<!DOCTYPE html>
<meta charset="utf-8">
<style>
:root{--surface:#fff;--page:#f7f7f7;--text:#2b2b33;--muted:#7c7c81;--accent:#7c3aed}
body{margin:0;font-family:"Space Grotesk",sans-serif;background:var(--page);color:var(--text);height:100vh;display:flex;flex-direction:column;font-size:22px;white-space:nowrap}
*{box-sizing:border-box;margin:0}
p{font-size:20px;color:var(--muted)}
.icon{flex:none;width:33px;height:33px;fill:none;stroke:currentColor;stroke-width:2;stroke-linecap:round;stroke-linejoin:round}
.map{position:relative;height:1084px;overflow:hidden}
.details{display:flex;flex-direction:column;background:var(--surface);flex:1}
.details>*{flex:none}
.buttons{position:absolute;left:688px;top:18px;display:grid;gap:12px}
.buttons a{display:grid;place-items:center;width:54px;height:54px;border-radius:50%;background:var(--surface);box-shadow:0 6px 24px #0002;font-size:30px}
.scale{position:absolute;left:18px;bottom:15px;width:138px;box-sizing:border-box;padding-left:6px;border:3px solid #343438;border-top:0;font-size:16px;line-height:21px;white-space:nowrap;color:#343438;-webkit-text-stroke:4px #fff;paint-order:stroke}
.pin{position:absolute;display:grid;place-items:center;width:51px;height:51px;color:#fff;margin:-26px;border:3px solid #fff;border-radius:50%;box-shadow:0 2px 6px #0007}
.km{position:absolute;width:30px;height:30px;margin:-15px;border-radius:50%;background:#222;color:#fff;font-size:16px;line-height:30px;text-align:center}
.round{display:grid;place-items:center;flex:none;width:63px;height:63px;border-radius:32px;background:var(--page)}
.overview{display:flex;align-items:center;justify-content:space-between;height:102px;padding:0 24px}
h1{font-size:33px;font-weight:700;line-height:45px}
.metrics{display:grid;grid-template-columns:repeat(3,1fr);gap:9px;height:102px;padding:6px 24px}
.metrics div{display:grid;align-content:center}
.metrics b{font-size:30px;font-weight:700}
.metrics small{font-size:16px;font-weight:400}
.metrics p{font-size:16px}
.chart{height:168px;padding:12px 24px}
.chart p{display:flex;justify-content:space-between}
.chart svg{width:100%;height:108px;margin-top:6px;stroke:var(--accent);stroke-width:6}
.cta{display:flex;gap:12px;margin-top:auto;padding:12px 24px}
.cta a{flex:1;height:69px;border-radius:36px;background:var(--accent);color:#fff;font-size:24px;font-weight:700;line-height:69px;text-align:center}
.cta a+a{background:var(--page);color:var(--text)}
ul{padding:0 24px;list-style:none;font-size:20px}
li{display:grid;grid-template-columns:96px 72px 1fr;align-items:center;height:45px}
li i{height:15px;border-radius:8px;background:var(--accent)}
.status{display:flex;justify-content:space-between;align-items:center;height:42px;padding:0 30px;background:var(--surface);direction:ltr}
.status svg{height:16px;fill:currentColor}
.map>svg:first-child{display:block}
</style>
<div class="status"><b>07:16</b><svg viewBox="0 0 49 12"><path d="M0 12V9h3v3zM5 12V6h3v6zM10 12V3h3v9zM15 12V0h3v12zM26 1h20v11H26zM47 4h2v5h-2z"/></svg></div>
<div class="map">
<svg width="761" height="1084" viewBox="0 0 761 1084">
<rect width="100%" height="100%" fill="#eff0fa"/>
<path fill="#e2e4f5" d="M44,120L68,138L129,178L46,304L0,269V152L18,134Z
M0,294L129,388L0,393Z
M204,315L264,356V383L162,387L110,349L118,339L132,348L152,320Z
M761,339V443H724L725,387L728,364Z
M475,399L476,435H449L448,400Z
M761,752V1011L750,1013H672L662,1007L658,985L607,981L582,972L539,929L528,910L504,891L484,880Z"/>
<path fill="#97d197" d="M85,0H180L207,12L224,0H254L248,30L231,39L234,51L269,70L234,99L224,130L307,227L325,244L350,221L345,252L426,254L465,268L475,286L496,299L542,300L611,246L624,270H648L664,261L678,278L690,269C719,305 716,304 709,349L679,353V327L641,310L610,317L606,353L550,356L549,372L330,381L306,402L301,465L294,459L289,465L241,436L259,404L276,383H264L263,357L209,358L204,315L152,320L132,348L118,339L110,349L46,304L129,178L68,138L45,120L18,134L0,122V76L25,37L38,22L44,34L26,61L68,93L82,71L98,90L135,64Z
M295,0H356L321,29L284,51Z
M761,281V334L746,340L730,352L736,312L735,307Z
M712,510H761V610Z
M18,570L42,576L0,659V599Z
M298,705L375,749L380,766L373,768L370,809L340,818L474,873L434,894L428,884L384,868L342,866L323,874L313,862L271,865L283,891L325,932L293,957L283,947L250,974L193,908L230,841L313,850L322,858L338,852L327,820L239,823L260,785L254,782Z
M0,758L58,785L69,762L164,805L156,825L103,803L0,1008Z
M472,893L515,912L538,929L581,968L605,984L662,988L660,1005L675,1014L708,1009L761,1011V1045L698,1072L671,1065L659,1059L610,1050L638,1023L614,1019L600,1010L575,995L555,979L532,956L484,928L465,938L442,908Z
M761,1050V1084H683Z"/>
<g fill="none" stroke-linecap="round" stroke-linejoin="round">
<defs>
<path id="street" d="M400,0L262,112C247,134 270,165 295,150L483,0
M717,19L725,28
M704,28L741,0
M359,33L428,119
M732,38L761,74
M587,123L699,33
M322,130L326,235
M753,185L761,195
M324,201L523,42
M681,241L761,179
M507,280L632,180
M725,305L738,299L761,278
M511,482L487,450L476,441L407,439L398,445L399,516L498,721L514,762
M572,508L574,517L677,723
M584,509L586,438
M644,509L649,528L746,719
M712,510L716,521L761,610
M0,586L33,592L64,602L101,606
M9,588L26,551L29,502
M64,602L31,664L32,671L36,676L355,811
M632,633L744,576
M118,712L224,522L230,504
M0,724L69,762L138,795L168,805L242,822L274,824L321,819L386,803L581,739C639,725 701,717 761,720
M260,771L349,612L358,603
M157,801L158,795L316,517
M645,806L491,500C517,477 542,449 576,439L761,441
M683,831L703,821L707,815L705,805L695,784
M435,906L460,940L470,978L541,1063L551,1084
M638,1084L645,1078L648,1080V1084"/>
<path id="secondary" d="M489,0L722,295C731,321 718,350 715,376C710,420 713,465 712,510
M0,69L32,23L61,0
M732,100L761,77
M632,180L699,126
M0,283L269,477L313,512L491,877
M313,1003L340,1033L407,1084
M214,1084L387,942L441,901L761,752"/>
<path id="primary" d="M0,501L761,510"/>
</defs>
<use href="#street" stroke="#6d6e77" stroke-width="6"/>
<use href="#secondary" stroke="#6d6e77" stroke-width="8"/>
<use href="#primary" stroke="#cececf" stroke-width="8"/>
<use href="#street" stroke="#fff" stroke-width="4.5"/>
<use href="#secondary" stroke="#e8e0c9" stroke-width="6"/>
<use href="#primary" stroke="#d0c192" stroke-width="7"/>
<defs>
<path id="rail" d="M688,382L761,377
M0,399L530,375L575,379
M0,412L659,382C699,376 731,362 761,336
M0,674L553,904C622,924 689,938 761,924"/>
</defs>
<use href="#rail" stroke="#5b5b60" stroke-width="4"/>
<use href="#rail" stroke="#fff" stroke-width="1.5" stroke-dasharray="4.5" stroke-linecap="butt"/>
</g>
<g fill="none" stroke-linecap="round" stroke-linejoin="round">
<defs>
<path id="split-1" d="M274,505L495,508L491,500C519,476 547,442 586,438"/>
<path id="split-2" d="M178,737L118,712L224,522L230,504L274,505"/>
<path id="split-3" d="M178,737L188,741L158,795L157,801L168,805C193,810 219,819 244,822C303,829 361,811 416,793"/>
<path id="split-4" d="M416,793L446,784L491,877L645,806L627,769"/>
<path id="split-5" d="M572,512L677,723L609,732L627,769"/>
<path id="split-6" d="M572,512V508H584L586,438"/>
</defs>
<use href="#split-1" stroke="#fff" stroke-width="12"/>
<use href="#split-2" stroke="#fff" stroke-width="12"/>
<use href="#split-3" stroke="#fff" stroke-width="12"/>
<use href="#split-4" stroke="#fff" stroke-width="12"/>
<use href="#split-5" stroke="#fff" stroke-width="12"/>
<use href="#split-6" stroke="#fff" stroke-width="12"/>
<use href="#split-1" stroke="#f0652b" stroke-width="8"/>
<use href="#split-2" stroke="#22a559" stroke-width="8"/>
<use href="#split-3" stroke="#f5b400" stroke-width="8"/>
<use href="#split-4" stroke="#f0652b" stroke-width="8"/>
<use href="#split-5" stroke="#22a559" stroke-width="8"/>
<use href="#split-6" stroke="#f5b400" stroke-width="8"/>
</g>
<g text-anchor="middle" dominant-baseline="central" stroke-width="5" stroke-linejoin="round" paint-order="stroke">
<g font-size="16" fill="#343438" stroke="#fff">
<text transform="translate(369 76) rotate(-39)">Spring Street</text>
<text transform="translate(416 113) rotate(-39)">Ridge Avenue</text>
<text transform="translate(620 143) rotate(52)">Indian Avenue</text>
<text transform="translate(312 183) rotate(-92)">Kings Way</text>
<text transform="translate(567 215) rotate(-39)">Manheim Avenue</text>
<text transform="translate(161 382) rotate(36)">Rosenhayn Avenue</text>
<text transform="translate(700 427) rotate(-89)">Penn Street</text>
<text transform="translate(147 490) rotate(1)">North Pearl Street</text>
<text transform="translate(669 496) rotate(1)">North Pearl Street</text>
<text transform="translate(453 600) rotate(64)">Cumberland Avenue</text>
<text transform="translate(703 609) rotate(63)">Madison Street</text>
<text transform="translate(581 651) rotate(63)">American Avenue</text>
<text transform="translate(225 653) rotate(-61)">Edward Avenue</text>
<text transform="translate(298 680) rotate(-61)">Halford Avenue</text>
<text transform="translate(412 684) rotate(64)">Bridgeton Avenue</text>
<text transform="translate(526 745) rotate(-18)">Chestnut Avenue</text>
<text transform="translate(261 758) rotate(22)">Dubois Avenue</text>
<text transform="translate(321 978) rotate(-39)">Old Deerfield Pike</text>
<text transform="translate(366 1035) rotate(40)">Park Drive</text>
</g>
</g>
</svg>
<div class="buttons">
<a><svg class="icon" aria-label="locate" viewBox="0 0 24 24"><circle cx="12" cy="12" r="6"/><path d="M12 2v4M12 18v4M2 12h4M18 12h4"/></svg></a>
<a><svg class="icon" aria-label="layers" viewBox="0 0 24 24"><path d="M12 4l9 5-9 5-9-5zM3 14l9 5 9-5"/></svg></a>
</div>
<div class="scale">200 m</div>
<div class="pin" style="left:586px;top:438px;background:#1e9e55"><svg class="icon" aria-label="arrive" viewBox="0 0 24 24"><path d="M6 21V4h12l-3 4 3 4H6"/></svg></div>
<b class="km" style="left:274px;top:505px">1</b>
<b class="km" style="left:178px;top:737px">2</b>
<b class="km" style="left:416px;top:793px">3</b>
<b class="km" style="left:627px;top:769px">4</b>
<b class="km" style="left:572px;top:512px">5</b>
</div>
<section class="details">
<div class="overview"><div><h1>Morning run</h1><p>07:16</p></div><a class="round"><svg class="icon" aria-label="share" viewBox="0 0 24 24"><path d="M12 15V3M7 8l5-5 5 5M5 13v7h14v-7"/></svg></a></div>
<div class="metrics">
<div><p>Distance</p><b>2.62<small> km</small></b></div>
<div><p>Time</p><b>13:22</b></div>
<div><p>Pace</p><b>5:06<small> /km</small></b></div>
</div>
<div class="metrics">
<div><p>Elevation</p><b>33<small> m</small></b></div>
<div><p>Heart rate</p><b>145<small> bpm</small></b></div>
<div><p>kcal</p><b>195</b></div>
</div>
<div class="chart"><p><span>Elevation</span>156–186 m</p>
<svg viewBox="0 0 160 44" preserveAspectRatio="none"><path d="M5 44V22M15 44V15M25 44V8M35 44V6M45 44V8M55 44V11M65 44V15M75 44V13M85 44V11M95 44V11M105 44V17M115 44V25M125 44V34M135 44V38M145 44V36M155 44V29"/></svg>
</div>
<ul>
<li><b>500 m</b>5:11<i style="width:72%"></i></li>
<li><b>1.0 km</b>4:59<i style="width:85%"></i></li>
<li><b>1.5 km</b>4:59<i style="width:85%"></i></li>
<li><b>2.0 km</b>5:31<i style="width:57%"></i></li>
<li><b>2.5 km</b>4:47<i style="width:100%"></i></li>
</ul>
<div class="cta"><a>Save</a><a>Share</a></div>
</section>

════════════════

§ BRIEF
Scan the data above for the string "buttons". Copy every line in which it appears.

§ ANSWER BOX
.buttons{position:absolute;left:688px;top:18px;display:grid;gap:12px}
.buttons a{display:grid;place-items:center;width:54px;height:54px;border-radius:50%;background:var(--surface);box-shadow:0 6px 24px #0002;font-size:30px}
<div class="buttons">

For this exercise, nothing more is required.